[Collection entries]

*** Block opens ***

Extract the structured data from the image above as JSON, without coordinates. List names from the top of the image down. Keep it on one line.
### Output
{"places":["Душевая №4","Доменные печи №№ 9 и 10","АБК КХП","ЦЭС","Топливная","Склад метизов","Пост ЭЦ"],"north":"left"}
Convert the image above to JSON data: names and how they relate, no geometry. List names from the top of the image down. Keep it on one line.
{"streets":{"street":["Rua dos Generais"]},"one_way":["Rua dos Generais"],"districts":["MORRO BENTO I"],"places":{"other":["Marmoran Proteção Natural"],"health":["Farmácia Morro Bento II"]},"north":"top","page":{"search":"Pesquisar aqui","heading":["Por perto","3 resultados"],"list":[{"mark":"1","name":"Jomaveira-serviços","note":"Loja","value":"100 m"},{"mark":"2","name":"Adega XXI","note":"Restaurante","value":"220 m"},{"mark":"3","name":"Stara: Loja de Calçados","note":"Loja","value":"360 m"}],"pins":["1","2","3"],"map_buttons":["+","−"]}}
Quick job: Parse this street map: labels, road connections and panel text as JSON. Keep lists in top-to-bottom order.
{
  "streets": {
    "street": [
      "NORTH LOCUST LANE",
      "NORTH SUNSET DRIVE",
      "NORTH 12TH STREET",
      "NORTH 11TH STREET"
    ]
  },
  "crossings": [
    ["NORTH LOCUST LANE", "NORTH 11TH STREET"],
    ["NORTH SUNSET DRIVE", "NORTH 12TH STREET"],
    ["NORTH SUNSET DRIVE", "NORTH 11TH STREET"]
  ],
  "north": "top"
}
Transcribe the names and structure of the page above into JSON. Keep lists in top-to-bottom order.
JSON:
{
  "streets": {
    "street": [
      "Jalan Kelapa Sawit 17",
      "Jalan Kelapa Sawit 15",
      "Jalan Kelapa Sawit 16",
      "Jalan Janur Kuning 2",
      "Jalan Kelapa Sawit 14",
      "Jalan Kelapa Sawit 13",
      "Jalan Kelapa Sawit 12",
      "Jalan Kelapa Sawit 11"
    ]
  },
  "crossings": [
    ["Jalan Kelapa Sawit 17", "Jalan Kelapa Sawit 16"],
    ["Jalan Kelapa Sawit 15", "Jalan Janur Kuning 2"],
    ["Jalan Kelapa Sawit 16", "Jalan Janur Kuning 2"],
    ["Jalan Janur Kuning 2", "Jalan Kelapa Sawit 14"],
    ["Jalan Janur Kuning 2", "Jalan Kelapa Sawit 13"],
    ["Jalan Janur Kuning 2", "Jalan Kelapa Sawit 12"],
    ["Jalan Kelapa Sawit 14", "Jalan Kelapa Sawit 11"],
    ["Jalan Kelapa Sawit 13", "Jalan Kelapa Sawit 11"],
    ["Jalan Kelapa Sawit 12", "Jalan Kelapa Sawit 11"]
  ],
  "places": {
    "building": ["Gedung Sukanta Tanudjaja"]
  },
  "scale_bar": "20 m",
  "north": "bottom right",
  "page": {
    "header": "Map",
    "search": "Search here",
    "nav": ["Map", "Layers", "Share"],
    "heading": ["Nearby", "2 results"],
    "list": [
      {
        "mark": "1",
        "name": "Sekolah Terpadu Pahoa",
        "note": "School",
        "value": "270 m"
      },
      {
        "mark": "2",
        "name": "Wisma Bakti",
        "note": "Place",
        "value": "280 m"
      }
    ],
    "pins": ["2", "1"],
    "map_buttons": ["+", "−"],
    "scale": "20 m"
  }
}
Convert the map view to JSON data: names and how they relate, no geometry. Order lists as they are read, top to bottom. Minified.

*** Block closes ***

Write out every entry word for word.

Extract the structured data from the image above as JSON, without coordinates. List names from the top of the image down. Keep it on one line.
### Output
{"places":["Душевая №4","Доменные печи №№ 9 и 10","АБК КХП","ЦЭС","Топливная","Склад метизов","Пост ЭЦ"],"north":"left"}
Convert the image above to JSON data: names and how they relate, no geometry. List names from the top of the image down. Keep it on one line.
{"streets":{"street":["Rua dos Generais"]},"one_way":["Rua dos Generais"],"districts":["MORRO BENTO I"],"places":{"other":["Marmoran Proteção Natural"],"health":["Farmácia Morro Bento II"]},"north":"top","page":{"search":"Pesquisar aqui","heading":["Por perto","3 resultados"],"list":[{"mark":"1","name":"Jomaveira-serviços","note":"Loja","value":"100 m"},{"mark":"2","name":"Adega XXI","note":"Restaurante","value":"220 m"},{"mark":"3","name":"Stara: Loja de Calçados","note":"Loja","value":"360 m"}],"pins":["1","2","3"],"map_buttons":["+","−"]}}
Quick job: Parse this street map: labels, road connections and panel text as JSON. Keep lists in top-to-bottom order.
{
  "streets": {
    "street": [
      "NORTH LOCUST LANE",
      "NORTH SUNSET DRIVE",
      "NORTH 12TH STREET",
      "NORTH 11TH STREET"
    ]
  },
  "crossings": [
    ["NORTH LOCUST LANE", "NORTH 11TH STREET"],
    ["NORTH SUNSET DRIVE", "NORTH 12TH STREET"],
    ["NORTH SUNSET DRIVE", "NORTH 11TH STREET"]
  ],
  "north": "top"
}
Transcribe the names and structure of the page above into JSON. Keep lists in top-to-bottom order.
JSON:
{
  "streets": {
    "street": [
      "Jalan Kelapa Sawit 17",
      "Jalan Kelapa Sawit 15",
      "Jalan Kelapa Sawit 16",
      "Jalan Janur Kuning 2",
      "Jalan Kelapa Sawit 14",
      "Jalan Kelapa Sawit 13",
      "Jalan Kelapa Sawit 12",
      "Jalan Kelapa Sawit 11"
    ]
  },
  "crossings": [
    ["Jalan Kelapa Sawit 17", "Jalan Kelapa Sawit 16"],
    ["Jalan Kelapa Sawit 15", "Jalan Janur Kuning 2"],
    ["Jalan Kelapa Sawit 16", "Jalan Janur Kuning 2"],
    ["Jalan Janur Kuning 2", "Jalan Kelapa Sawit 14"],
    ["Jalan Janur Kuning 2", "Jalan Kelapa Sawit 13"],
    ["Jalan Janur Kuning 2", "Jalan Kelapa Sawit 12"],
    ["Jalan Kelapa Sawit 14", "Jalan Kelapa Sawit 11"],
    ["Jalan Kelapa Sawit 13", "Jalan Kelapa Sawit 11"],
    ["Jalan Kelapa Sawit 12", "Jalan Kelapa Sawit 11"]
  ],
  "places": {
    "building": ["Gedung Sukanta Tanudjaja"]
  },
  "scale_bar": "20 m",
  "north": "bottom right",
  "page": {
    "header": "Map",
    "search": "Search here",
    "nav": ["Map", "Layers", "Share"],
    "heading": ["Nearby", "2 results"],
    "list": [
      {
        "mark": "1",
        "name": "Sekolah Terpadu Pahoa",
        "note": "School",
        "value": "270 m"
      },
      {
        "mark": "2",
        "name": "Wisma Bakti",
        "note": "Place",
        "value": "280 m"
      }
    ],
    "pins": ["2", "1"],
    "map_buttons": ["+", "−"],
    "scale": "20 m"
  }
}
Convert the map view to JSON data: names and how they relate, no geometry. Order lists as they are read, top to bottom. Minified.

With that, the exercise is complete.